Termite mounds are complex structures and are studied by entomologists as well as engineers because of their complexity. Believe it or not, there are even some engineers who are attempting to recreate one of the largest termite mounds located in Australia so that they can study the thermoregulation properties that exist naturally within the mound. They are hoping that this natural technology can help contribute to society in someway as well as conserving our energy resources that we use.

Not only is the termite mound used to house colonies of termites and store their food, it has other uses as well. The Ancient African medicine practice called Siddha utilizes some of the material that the termite mound is made of to prepare their medicines.
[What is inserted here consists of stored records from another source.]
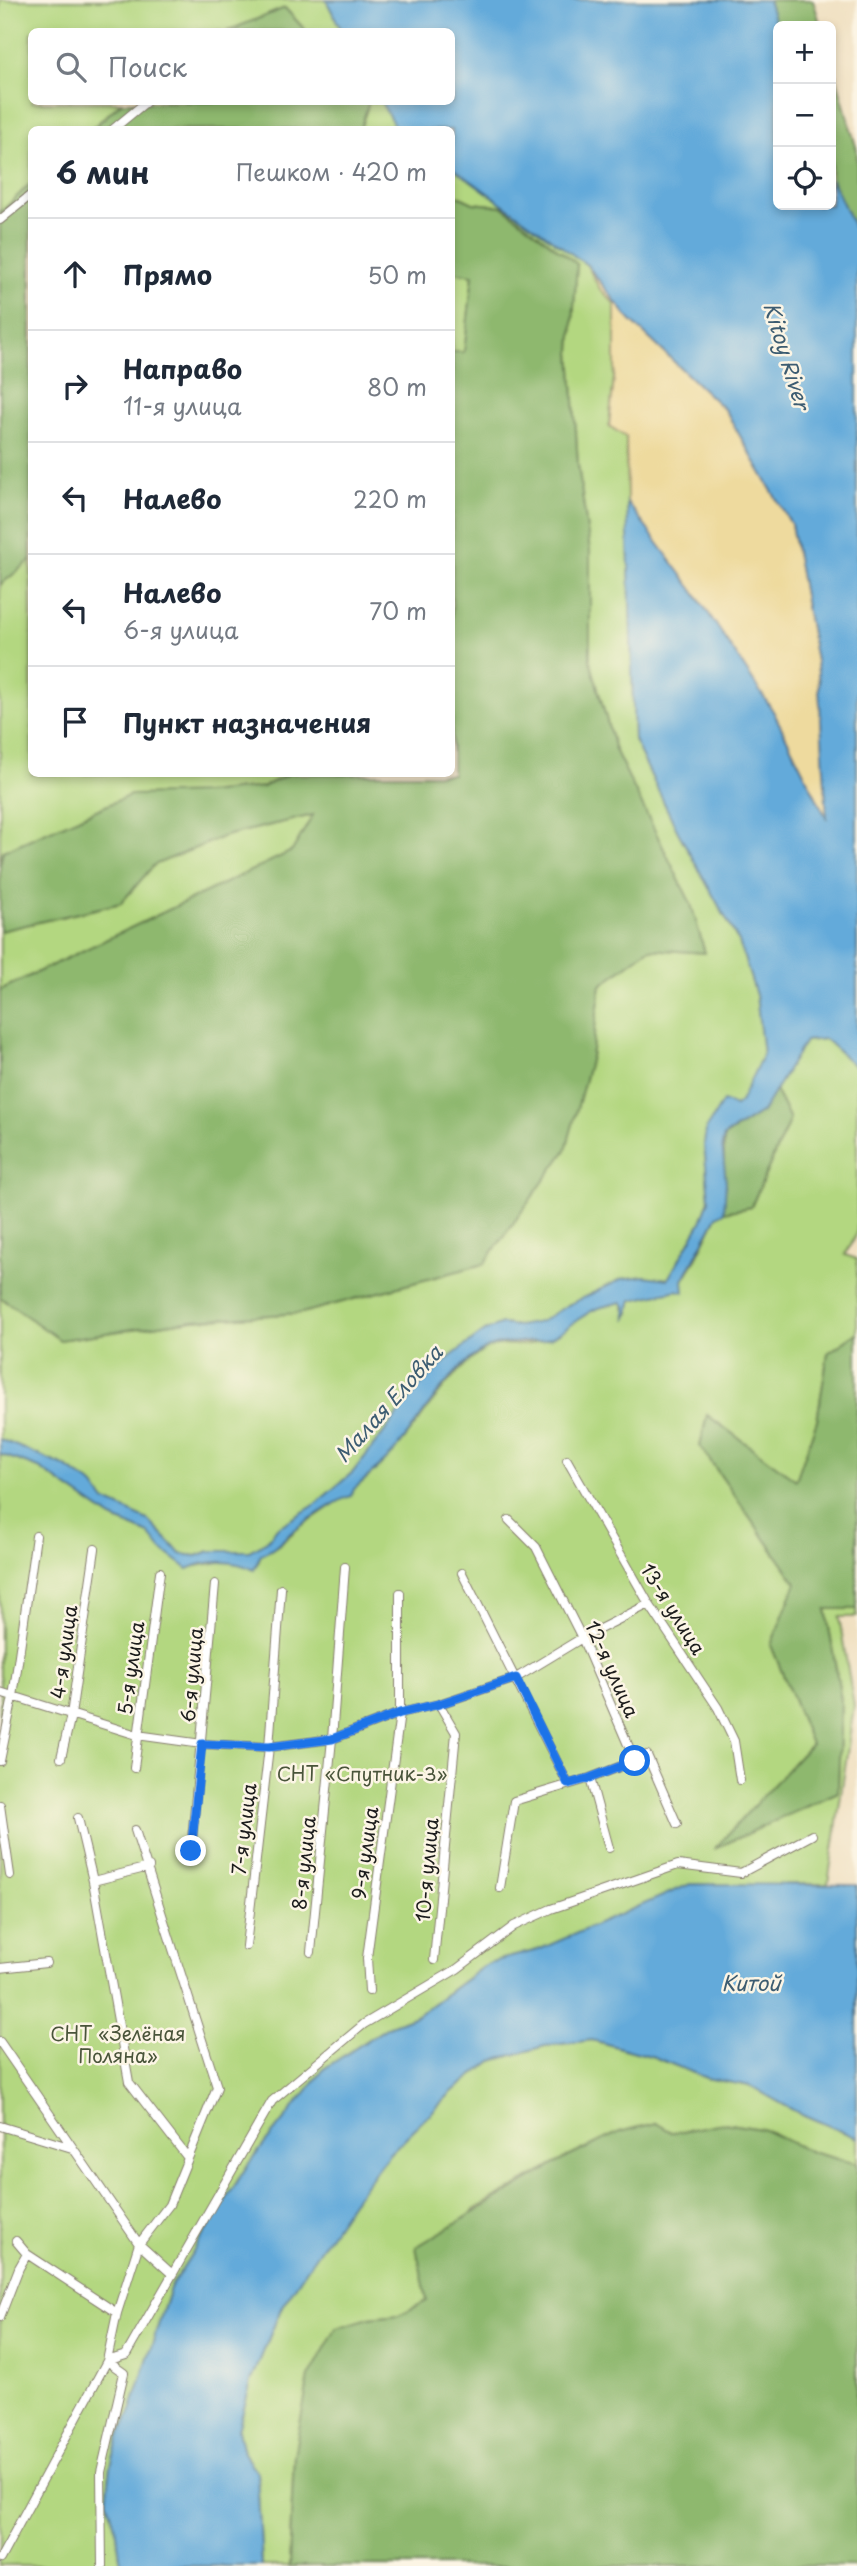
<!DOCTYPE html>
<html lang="ru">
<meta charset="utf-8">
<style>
body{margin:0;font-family:"Playpen Sans",sans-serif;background:#f2f2f3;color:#1f2937}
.controls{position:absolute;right:21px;top:21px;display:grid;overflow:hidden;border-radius:10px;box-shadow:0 4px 10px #0003}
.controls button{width:63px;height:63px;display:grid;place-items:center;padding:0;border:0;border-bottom:2px solid #e0e1e3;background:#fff;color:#1f2937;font:35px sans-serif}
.stop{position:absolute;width:21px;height:21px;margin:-16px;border:5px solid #1a73e8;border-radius:50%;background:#fff}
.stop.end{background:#1a73e8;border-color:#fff;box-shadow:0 2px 7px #0008}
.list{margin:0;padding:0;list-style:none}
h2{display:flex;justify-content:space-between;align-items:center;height:91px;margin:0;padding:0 28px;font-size:30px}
h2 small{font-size:23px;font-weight:400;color:#747a83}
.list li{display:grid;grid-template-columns:46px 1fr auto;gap:21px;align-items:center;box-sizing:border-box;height:112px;padding:0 28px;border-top:2px solid #e0e1e3}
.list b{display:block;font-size:26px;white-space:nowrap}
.list p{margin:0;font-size:23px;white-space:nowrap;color:#747a83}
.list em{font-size:23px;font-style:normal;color:#747a83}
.icon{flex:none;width:38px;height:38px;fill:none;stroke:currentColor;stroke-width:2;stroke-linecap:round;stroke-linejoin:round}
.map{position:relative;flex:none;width:857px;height:2566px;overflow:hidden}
.search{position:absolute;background:#fff;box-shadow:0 4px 10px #0003;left:28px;top:28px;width:427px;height:77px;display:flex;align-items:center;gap:18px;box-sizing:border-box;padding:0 24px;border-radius:10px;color:#747a83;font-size:26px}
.panel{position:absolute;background:#fff;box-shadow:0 4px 10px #0003;left:28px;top:126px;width:427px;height:651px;border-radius:10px}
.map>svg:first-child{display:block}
</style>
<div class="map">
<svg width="857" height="2566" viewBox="0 0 857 2566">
<rect width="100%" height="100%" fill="#fcf5e5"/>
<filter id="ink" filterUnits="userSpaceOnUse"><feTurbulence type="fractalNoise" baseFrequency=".0143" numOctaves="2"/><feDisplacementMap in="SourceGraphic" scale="14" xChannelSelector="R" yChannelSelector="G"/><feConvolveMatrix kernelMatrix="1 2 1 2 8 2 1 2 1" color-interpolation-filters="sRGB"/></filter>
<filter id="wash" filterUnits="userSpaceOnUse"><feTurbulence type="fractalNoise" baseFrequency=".00686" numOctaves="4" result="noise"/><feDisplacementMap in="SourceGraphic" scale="28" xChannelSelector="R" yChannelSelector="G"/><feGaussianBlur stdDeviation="1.57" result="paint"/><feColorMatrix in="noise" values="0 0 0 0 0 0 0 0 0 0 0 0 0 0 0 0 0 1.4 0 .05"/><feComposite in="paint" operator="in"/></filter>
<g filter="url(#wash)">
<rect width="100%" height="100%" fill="#f0e0c1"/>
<path fill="#b3d780" stroke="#687a4e" stroke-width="2" d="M0,0H326L342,31H306L285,8L227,31L32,32V102H122L91,129L32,130L31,183L0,213Z
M369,102H381L398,129L360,130Z
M452,167L587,265L600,289L615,304V369L609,425L626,437L634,740L678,832L739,942L756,995L763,1054L743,1099L704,1144L709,1199L701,1222L668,1279L644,1276L622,1279L568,1305L540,1323L518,1326L502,1324L421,1385L353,1472L313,1506L277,1528L267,1541L249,1551H210L197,1556L181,1554L148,1520L104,1500L93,1485L64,1466L0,1439V1297L60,1340L193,1320L302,1313L484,1264L591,1057L601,985L649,949L705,953L691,904L615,750L590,660V551L578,465L571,351L577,264L502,206L473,203L452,193Z
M452,272L473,274L464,353L452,352Z
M31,560L32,774H289L263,787L205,793L64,826L3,851L0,865V585Z
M313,815L293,851L0,990V931L121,903L153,865L225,836Z
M825,1039L857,1068V1233L845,1255L857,1259V1333L828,1353L817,1420L796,1481L707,1415L700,1446L797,1584L771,1645L811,1744L716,1848L838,1792L841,1700L826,1608L857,1609V1617H839L854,1706L828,1884H788L488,1963L416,2016L388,2027L325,2068L247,2166L170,2288L132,2408L118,2439L111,2465L107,2499L117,2533L121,2566H0V1454L39,1468L112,1518L149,1534L159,1544L192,1567L225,1561L244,1565L258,1563L261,1554C277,1549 287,1537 300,1527C332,1506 365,1483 392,1454C423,1420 444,1377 483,1351C499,1340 514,1347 530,1344C547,1341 578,1316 596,1309C604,1306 614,1304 622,1302L625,1311L629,1313L632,1300L677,1290L695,1261L717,1216L724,1212L751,1207L790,1119L775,1090L805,1041Z
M592,2040L654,2057L706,2078L750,2086L795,2111L857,2138V2164L811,2152L762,2129L723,2123L673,2133L656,2123L620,2132L564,2159L474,2210L428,2301L399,2315L369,2318L294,2455L289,2566H262L257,2472L243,2453L238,2430L251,2382L268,2340L282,2306L303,2273L352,2202L390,2153L453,2091L492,2061L545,2046Z"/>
<path fill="#8eb86e" stroke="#556a45" stroke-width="2" d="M768,0H813L821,26H778V32Z
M285,8L306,31H227Z
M831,59L857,150V241L852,223L831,178Z
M122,102H369L360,129L91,130Z
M31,183V560L0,585V213Z
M452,193L473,203L502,206L577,264L571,351L578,465L590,551V660L615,750L691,904L705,953L649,949L601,985L591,1057L566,1150L484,1264L302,1313L193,1320L60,1340L0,1297V990L292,851L313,815L225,836L154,865L121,903L0,931V865L3,851L130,795L205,793L263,787L289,774H452V352H464L473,275L452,272Z
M775,1090L790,1119L751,1207L724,1212V1137L762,1112Z
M857,1333V1609H826L841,1700L838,1792L714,1849L811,1744L771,1645L796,1583L700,1446L707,1415L796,1480L817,1420L828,1353Z
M656,2123L673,2133L723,2123L762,2129L811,2152L857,2164V2566H289L294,2455L309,2377L336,2328L369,2318L399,2315L427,2301L416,2247L564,2159L620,2132Z"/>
<path fill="#eeda9e" stroke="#857b5d" stroke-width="2" d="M587,265L630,320L725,410L791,524L818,672L828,821L773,711L693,590L627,502L626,437L609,426L615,369V304L600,289Z"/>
<path fill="#63aada" stroke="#40637b" stroke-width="2" d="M326,0H768L778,32V205H831V178L852,223L857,241V1068L825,1039L805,1041L762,1112L724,1136L722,1144L726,1182L724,1212L717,1216L683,1280L684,1292L677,1290L632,1300L626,1320L625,1306L622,1302C613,1304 604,1306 596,1309C579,1316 567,1331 550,1338C530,1346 507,1338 487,1348C447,1369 422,1419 394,1452C382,1465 368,1477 354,1489L351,1496C338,1499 294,1529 284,1539C276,1546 272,1551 261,1554L254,1570C235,1560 208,1559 188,1569L161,1549L149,1534L112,1518L39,1468L0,1454V1439L64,1466L93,1485L104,1500L148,1520L181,1554L197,1556L210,1551H249L267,1541L277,1528L313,1506L353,1472L421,1385L450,1357L485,1331L502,1324L518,1326L540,1322L568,1305L622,1279L644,1276L668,1279L701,1222L709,1200L704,1144L706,1129L723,1101L735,1106L740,1102L763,1054L756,995L739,942L678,832L634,740L627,502L693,590L773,711L827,819L818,672L791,524L725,410L630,320L587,265L452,167V130H398L395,127L381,102H452V32L342,31Z
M690,1884L857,1885V2138L795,2111L750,2086L706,2078L654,2057L592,2040L545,2046L492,2061L453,2091L390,2153L352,2202L282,2306L251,2382L238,2430L243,2453L257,2472L262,2566H121L117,2533L107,2499L111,2465L118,2439L132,2408L170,2288L247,2166L325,2068L388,2027L416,2016L488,1963L538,1950Z"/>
</g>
<g filter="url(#ink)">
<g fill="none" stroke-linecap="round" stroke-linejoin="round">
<g stroke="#867e6e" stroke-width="10">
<path id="street" d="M112,130L146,102
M0,220L32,194
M567,1460L649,1604L718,1708L734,1741L740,1780
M509,1520L536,1547L582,1638L635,1761L647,1755L677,1824
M462,1573L568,1784
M0,1692L137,1735L202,1744L269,1747L332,1739L400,1713L439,1704L516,1678L582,1638L649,1604
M61,1758L71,1715L95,1549
M0,1761L13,1697L36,1536
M134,1768L160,1572
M590,1778L609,1848
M0,1805L10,1875
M78,1818L93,1881L129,2082L188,2158
M191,1851L215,1584
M93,1881L149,1867
M500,1888L514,1801L590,1778L635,1761
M246,1946L269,1747L281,1589
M311,1952L332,1739L345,1567
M434,1960L456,1733L439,1704
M0,1968L46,1963
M369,1991L367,1958L400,1713V1593
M0,2042L139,2244L172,2274
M0,2126L72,2148
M16,2241L27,2254L117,2313
M0,2317L19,2268L27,2254
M107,2361L126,2355L272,2101L364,2024L457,1969L514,1926L551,1909L678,1865L741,1873L812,1835
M0,2559L107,2361L117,2313L139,2244L169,2205L217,2087L135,1830
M102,2566L101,2472L124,2373L107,2361"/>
</g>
<use href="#street" stroke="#fff" stroke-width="8"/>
</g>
</g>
<g fill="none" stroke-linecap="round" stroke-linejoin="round" filter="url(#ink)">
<path stroke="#1a73e8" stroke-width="9" d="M191,1851L202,1744L269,1747L332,1739L400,1713L439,1704L516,1678L568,1784L590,1778L635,1761"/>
</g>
<g text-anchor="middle" stroke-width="5" stroke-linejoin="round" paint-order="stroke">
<g font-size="19" fill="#1c1c1c" stroke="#fcf5e5">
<text transform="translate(673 1609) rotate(58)" y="7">13-я улица</text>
<text transform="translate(64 1652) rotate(-82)" y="7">4-я улица</text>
<text transform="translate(131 1668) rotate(-82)" y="7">5-я улица</text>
<text transform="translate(612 1669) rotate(66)" y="7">12-я улица</text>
<text transform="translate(192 1675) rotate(-85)" y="7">6-я улица</text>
<text transform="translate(244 1829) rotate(-83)" y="7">7-я улица</text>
<text transform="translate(365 1853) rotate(-82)" y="7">9-я улица</text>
<text transform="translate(304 1863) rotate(-84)" y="7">8-я улица</text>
<text transform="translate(427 1870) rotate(-85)" y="7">10-я улица</text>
</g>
<g font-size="19" fill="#49543a" stroke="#fcf5e5">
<text x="362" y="1781">СНТ «Спутник-3»</text>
<text x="118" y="2041">СНТ «Зелёная<tspan x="118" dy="22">Поляна»</tspan></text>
</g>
<g font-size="21" font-style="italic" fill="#3c5c71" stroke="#fcf5e5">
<text transform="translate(786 356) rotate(73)" y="7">Kitoy River</text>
<text transform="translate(389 1404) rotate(-48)" y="7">Малая Еловка</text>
<text x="751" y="1991">Китой</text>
</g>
</g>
</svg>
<div class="controls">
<button>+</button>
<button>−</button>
<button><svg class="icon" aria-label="locate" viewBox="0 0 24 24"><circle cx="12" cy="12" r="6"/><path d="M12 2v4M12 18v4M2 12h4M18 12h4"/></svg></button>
</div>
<div class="stop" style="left:635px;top:1761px"></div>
<div class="stop end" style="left:191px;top:1851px"></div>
<div class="search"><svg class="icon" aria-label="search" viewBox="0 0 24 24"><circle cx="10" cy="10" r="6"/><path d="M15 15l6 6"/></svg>Поиск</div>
<section class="panel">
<h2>6 мин<small>Пешком · 420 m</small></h2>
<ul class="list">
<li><svg class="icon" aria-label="ahead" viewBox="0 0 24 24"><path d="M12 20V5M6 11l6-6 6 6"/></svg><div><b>Прямо</b></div><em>50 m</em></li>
<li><svg class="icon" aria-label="right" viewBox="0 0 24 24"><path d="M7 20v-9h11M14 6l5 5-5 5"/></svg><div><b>Направо</b><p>11-я улица</p></div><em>80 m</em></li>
<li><svg class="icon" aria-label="left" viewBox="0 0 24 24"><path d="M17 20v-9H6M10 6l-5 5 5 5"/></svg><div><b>Налево</b></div><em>220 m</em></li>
<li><svg class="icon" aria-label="left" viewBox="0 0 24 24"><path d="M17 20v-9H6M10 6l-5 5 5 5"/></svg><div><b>Налево</b><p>6-я улица</p></div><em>70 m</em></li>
<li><svg class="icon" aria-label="arrive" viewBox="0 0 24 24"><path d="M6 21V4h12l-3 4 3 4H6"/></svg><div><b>Пункт назначения</b></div></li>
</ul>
</section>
</div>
They have found specific properties within the mounds that contribute to their homeopathic medicines that help to heal their people.

If you beg the question what do termite mounds look like and take the time to explore these complex structures, we’re pretty sure you’ll be surprised at what you can find. They are amazing to see and even more amazing to study. Not only that, when someone asks you – in everyday conversation – “What do termite mounds look like”, you’ll know exactly what to say!